*** The data Section Begins ***

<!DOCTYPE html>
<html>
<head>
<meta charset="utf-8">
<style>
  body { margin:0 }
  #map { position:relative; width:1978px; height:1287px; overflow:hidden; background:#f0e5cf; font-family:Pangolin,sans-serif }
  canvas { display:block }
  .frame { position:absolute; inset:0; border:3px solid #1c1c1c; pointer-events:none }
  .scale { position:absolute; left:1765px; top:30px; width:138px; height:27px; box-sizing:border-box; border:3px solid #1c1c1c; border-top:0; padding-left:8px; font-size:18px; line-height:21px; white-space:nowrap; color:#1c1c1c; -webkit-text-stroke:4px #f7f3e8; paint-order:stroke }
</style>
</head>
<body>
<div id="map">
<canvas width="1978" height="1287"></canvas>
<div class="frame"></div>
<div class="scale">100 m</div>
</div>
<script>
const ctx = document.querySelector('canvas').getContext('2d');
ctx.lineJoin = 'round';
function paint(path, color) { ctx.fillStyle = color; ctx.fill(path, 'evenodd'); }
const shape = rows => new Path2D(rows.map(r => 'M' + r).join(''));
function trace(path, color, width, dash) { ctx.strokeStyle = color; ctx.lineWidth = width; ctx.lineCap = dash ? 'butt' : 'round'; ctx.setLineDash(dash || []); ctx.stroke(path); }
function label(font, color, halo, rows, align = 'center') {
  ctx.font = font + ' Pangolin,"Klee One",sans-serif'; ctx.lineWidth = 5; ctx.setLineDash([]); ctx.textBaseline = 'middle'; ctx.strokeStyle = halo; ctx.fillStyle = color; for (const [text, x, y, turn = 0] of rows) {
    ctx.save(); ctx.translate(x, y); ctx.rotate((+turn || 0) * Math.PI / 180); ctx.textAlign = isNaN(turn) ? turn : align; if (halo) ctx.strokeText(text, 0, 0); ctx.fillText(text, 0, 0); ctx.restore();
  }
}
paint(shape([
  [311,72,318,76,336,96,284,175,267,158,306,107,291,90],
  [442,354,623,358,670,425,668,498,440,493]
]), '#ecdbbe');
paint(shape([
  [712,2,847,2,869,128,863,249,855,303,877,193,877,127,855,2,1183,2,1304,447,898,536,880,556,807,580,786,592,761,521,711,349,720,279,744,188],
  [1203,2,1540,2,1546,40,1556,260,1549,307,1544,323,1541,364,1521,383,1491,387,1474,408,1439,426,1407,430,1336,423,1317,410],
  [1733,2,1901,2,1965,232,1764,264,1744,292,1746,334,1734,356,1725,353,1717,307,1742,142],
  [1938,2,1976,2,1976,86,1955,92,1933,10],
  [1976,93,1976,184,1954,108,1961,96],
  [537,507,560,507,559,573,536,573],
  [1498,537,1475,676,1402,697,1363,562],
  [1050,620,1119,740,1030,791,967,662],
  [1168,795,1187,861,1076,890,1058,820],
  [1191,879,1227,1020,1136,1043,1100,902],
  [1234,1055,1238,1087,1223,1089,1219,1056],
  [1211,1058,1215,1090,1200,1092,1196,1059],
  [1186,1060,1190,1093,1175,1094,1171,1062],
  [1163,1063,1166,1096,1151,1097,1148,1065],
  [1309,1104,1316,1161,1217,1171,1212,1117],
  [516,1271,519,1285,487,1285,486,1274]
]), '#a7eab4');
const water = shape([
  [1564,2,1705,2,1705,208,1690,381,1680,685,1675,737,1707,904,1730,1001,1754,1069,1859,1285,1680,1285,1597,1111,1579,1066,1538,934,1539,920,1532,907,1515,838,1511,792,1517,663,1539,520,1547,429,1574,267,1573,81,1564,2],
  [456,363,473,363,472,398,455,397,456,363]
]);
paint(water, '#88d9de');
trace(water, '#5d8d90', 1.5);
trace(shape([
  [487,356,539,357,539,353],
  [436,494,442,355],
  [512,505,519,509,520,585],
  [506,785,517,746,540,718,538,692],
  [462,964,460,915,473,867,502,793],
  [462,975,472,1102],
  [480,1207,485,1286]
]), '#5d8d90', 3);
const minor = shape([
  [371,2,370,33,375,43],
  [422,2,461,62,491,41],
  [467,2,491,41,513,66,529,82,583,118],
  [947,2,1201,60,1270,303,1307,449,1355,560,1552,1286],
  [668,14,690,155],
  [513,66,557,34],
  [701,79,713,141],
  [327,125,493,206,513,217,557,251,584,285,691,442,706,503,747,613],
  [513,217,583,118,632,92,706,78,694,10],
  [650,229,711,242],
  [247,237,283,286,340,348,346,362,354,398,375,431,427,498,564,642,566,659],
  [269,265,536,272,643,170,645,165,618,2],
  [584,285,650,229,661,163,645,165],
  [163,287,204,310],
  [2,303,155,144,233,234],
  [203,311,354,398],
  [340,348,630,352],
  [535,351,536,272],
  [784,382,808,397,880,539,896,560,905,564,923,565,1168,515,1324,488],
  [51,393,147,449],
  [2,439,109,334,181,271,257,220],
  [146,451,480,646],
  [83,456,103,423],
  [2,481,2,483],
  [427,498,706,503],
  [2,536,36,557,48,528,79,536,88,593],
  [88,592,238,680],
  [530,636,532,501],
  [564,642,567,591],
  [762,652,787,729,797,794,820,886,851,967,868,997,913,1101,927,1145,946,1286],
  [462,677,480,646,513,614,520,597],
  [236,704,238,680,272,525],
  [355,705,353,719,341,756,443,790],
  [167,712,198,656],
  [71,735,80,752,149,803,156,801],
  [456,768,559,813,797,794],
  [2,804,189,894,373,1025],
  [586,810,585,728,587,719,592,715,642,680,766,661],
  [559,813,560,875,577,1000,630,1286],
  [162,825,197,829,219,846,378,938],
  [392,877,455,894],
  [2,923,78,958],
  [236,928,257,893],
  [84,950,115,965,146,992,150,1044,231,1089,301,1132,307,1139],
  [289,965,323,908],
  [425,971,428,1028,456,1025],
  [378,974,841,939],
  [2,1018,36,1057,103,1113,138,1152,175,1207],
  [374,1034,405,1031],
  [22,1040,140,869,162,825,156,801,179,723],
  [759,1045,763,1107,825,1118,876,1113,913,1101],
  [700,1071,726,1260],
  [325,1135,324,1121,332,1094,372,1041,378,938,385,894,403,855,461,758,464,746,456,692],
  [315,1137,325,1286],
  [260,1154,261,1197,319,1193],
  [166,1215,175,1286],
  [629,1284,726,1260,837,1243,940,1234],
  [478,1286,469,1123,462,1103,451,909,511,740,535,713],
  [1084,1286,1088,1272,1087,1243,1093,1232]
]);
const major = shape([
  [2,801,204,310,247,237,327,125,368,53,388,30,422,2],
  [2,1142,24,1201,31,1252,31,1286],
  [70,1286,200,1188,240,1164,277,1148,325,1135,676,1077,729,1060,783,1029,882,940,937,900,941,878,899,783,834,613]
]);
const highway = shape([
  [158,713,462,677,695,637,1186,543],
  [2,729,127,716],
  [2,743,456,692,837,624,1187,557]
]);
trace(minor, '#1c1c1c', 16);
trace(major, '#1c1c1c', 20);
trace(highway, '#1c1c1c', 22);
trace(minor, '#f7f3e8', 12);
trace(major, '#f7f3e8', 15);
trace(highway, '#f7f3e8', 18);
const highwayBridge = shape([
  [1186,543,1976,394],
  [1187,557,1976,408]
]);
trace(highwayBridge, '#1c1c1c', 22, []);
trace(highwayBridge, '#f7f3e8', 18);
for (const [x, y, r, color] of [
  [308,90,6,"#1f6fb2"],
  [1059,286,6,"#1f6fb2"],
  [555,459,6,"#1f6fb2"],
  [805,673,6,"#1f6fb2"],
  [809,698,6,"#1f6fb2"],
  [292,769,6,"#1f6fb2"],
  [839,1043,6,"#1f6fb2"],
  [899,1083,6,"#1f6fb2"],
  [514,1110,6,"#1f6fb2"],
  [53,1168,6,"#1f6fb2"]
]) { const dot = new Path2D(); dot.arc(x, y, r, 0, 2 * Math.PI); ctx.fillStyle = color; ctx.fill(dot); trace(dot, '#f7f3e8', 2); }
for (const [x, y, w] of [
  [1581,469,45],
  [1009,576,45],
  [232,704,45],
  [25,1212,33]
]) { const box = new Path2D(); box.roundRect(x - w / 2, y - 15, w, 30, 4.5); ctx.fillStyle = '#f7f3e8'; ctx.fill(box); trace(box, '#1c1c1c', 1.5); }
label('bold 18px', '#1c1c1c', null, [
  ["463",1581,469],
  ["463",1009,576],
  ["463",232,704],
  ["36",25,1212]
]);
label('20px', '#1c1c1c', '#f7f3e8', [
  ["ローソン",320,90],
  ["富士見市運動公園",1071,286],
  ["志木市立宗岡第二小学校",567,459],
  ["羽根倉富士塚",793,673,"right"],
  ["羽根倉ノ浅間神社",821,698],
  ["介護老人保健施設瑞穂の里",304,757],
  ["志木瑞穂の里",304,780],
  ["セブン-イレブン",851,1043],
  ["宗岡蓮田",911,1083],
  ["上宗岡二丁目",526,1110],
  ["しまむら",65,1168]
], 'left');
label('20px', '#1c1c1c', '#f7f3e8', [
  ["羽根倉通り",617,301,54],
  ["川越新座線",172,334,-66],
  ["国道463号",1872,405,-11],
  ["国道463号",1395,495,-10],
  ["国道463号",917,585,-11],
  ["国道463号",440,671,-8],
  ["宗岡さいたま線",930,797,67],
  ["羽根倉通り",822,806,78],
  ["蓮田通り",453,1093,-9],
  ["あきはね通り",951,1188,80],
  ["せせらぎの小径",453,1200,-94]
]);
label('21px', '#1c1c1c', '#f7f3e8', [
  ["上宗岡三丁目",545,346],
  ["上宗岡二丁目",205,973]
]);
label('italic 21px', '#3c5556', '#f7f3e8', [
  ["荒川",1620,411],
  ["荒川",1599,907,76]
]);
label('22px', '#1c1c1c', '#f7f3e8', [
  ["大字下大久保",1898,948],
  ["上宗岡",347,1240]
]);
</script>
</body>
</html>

*** The data Section Ends ***
*** The data Section Begins ***

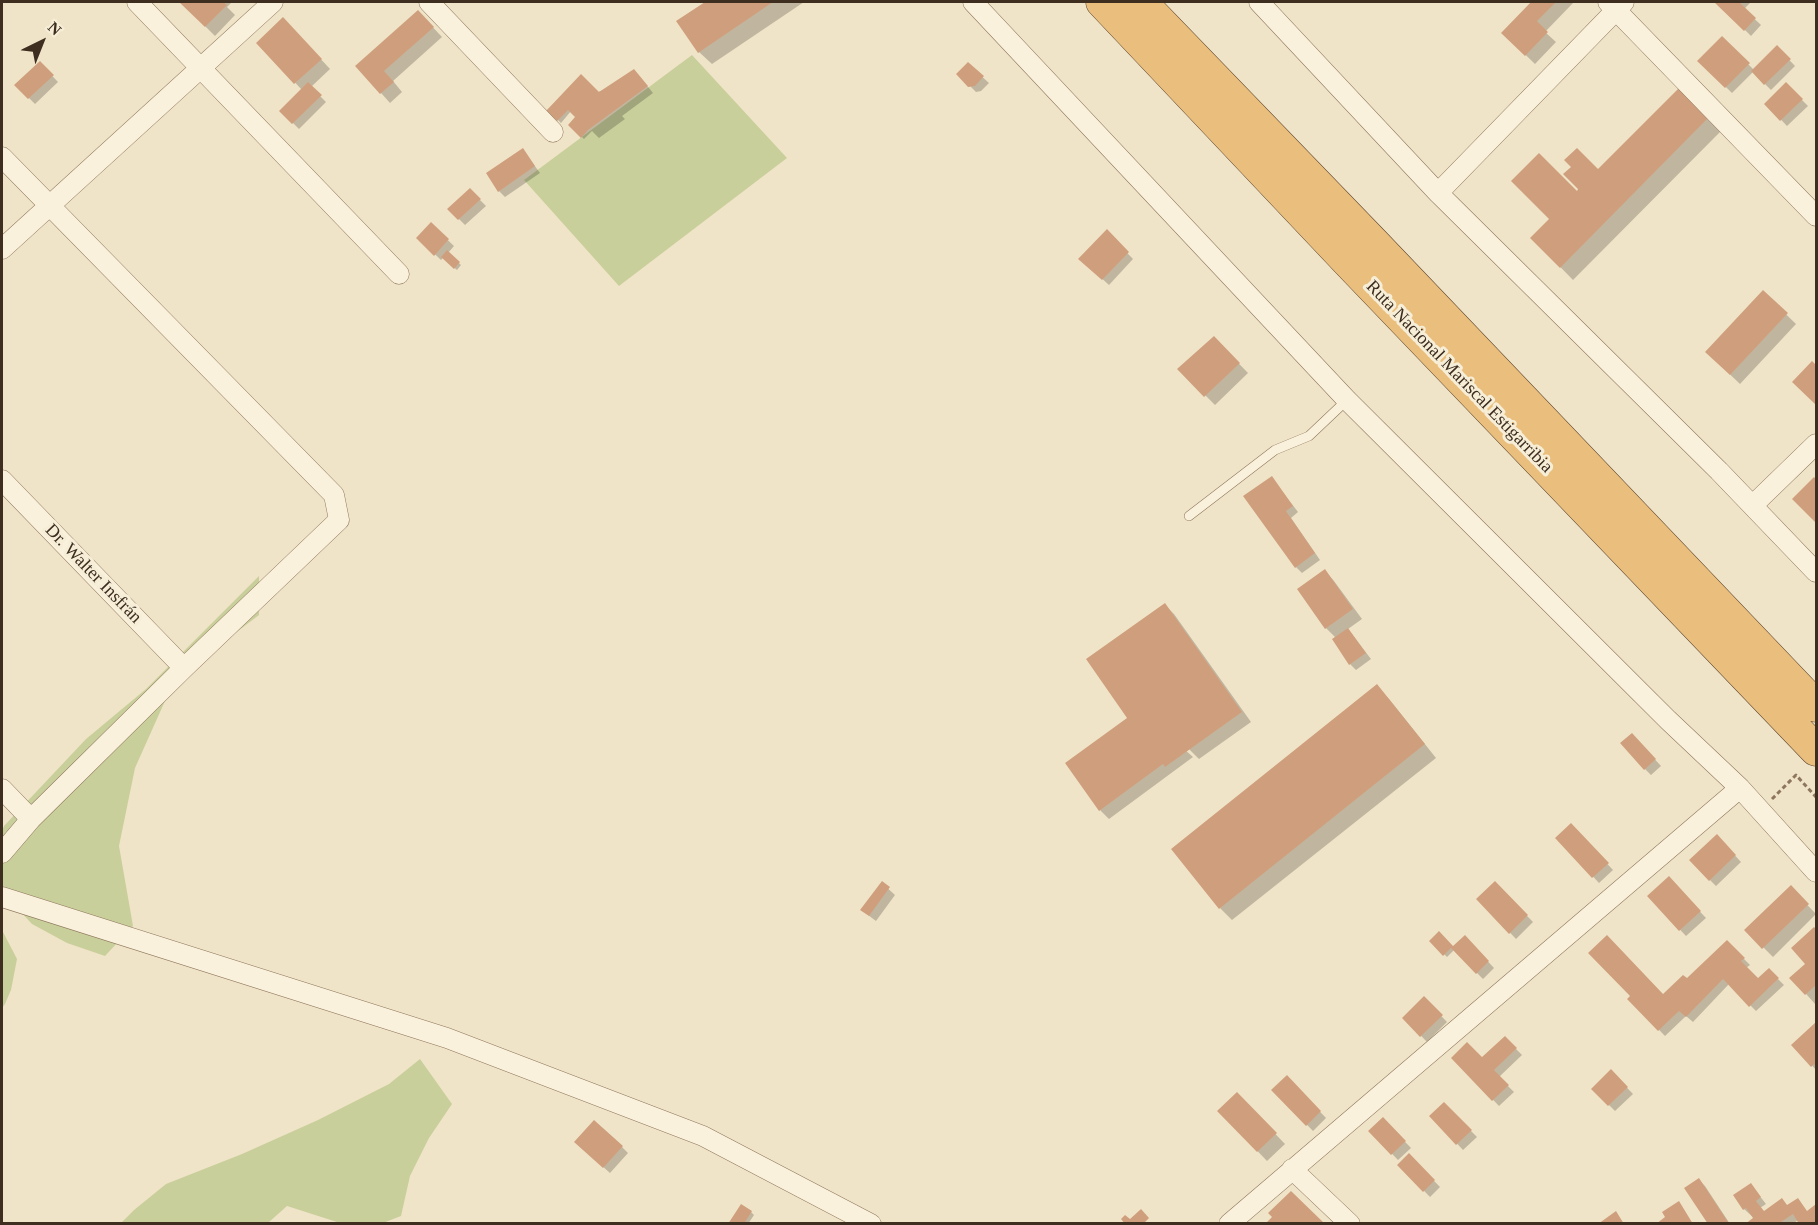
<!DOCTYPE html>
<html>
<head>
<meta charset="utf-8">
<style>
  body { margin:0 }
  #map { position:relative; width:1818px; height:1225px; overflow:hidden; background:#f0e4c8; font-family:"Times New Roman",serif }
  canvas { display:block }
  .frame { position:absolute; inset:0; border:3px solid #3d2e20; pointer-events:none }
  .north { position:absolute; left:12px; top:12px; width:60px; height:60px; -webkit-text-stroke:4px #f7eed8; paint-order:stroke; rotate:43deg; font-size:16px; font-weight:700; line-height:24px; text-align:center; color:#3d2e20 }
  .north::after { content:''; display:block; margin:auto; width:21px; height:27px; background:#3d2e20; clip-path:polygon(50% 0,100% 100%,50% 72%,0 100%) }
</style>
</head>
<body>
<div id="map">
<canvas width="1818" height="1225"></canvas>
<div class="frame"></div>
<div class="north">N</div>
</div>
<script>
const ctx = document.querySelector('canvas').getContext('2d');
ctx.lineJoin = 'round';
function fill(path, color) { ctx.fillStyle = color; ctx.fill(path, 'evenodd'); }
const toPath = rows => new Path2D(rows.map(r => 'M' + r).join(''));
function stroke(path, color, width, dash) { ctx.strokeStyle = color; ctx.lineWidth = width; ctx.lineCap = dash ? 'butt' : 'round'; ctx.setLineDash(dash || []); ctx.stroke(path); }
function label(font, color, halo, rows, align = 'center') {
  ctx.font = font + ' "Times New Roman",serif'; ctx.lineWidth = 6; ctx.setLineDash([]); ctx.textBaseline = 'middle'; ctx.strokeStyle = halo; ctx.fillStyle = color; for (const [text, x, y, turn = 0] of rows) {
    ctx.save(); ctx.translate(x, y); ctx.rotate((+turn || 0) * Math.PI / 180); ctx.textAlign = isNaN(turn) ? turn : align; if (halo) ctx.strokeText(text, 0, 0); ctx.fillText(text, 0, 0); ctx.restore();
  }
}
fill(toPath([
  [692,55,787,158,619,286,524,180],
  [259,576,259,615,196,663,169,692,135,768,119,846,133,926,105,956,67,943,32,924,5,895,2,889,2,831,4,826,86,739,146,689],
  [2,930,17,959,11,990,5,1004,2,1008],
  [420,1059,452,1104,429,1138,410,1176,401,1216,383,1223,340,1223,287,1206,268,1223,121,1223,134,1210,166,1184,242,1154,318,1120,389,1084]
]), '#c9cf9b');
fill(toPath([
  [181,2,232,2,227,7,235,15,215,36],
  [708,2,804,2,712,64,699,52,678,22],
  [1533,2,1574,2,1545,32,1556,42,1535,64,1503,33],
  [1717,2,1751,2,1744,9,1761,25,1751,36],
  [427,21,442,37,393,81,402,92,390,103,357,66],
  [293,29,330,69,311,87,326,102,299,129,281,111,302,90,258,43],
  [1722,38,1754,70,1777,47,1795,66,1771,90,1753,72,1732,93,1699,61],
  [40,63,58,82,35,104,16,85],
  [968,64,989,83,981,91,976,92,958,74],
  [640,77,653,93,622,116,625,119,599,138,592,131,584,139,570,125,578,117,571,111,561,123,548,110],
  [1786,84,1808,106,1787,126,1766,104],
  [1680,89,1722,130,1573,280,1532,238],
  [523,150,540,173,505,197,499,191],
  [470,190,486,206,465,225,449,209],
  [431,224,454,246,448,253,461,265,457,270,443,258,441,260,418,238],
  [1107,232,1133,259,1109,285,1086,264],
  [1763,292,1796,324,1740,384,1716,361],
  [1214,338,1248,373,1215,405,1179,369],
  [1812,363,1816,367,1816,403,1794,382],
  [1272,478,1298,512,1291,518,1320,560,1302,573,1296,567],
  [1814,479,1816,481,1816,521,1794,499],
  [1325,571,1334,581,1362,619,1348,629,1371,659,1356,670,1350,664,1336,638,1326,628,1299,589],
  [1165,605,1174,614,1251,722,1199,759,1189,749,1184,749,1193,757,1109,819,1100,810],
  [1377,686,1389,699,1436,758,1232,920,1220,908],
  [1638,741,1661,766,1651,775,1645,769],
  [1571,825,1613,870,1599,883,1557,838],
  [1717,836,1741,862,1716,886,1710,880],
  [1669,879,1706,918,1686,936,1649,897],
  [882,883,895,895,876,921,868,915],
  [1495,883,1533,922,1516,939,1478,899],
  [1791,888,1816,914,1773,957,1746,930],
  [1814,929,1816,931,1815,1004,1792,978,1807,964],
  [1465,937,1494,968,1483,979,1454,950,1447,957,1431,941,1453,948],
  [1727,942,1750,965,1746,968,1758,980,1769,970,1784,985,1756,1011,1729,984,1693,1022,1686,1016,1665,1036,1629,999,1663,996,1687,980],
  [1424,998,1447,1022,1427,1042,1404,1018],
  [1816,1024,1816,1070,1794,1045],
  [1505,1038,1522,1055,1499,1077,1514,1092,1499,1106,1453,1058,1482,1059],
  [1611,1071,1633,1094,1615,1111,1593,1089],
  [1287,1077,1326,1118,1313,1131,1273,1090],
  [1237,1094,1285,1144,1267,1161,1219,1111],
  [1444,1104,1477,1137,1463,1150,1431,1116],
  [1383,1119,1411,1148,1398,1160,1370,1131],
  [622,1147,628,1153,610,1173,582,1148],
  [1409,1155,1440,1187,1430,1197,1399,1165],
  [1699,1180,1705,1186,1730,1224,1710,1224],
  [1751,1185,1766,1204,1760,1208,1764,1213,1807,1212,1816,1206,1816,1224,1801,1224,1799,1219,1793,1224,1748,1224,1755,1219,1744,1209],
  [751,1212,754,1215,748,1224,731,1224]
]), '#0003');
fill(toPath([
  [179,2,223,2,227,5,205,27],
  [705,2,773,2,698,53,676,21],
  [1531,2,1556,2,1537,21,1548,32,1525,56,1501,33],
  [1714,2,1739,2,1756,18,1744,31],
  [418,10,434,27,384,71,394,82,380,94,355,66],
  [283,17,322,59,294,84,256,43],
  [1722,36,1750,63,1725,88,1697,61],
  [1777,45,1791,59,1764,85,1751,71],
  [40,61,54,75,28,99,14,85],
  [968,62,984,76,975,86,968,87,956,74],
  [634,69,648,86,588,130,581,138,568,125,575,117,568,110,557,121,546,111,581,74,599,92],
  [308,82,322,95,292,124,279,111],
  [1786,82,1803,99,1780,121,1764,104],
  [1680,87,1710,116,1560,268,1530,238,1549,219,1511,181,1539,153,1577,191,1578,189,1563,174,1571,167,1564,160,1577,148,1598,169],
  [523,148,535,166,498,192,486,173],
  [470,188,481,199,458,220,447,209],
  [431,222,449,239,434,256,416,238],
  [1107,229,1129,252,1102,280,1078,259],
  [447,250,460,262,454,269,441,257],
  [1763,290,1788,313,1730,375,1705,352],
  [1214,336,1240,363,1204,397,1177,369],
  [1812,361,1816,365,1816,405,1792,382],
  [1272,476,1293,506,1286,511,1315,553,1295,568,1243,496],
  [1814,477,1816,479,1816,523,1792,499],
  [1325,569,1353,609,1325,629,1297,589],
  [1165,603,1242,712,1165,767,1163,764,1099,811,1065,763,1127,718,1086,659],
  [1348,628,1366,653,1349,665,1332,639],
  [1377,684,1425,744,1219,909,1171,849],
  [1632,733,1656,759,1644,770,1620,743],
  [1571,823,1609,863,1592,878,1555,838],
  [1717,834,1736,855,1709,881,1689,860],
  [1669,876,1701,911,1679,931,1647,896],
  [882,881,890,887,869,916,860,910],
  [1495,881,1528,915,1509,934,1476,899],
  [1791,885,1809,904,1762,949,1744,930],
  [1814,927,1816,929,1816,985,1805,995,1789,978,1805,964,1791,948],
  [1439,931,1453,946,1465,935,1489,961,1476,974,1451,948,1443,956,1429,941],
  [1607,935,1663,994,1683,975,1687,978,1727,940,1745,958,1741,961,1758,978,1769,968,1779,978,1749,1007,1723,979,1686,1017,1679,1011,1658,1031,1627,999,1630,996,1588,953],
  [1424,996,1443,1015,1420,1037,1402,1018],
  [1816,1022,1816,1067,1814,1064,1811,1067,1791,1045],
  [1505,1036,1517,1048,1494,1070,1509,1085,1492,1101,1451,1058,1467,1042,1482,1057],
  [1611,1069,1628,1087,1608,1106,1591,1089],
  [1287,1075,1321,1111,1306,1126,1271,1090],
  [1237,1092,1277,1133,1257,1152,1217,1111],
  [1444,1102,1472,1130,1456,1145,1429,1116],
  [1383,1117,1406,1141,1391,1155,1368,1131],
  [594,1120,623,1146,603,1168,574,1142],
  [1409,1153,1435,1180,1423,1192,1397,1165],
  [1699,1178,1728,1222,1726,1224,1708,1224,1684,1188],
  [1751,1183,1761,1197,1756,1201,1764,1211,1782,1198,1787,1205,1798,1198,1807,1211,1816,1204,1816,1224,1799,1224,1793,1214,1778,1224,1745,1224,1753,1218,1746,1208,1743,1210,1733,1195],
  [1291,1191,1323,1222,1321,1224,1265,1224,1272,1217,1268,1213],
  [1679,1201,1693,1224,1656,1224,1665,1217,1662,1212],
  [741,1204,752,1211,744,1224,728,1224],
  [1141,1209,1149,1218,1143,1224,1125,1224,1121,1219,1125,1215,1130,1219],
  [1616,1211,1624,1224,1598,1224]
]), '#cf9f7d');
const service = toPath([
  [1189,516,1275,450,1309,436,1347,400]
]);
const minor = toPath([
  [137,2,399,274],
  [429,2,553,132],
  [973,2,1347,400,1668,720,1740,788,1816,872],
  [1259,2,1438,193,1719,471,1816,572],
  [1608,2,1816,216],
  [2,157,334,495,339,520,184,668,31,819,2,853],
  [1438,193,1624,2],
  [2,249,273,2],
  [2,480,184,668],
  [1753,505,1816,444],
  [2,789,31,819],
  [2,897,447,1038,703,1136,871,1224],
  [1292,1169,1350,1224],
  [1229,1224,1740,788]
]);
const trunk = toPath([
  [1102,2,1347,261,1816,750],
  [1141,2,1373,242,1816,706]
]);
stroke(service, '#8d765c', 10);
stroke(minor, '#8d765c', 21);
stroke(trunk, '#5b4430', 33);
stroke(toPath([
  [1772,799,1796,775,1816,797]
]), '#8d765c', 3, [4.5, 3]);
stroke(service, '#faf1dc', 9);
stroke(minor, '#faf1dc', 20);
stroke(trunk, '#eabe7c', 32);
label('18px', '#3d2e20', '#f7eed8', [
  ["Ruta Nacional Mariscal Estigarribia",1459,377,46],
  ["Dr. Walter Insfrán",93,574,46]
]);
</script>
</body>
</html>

*** The data Section Ends ***

Task – Every line in the records above with "evenodd" in it adds one to the count; give that count and nothing else.

Reply – 2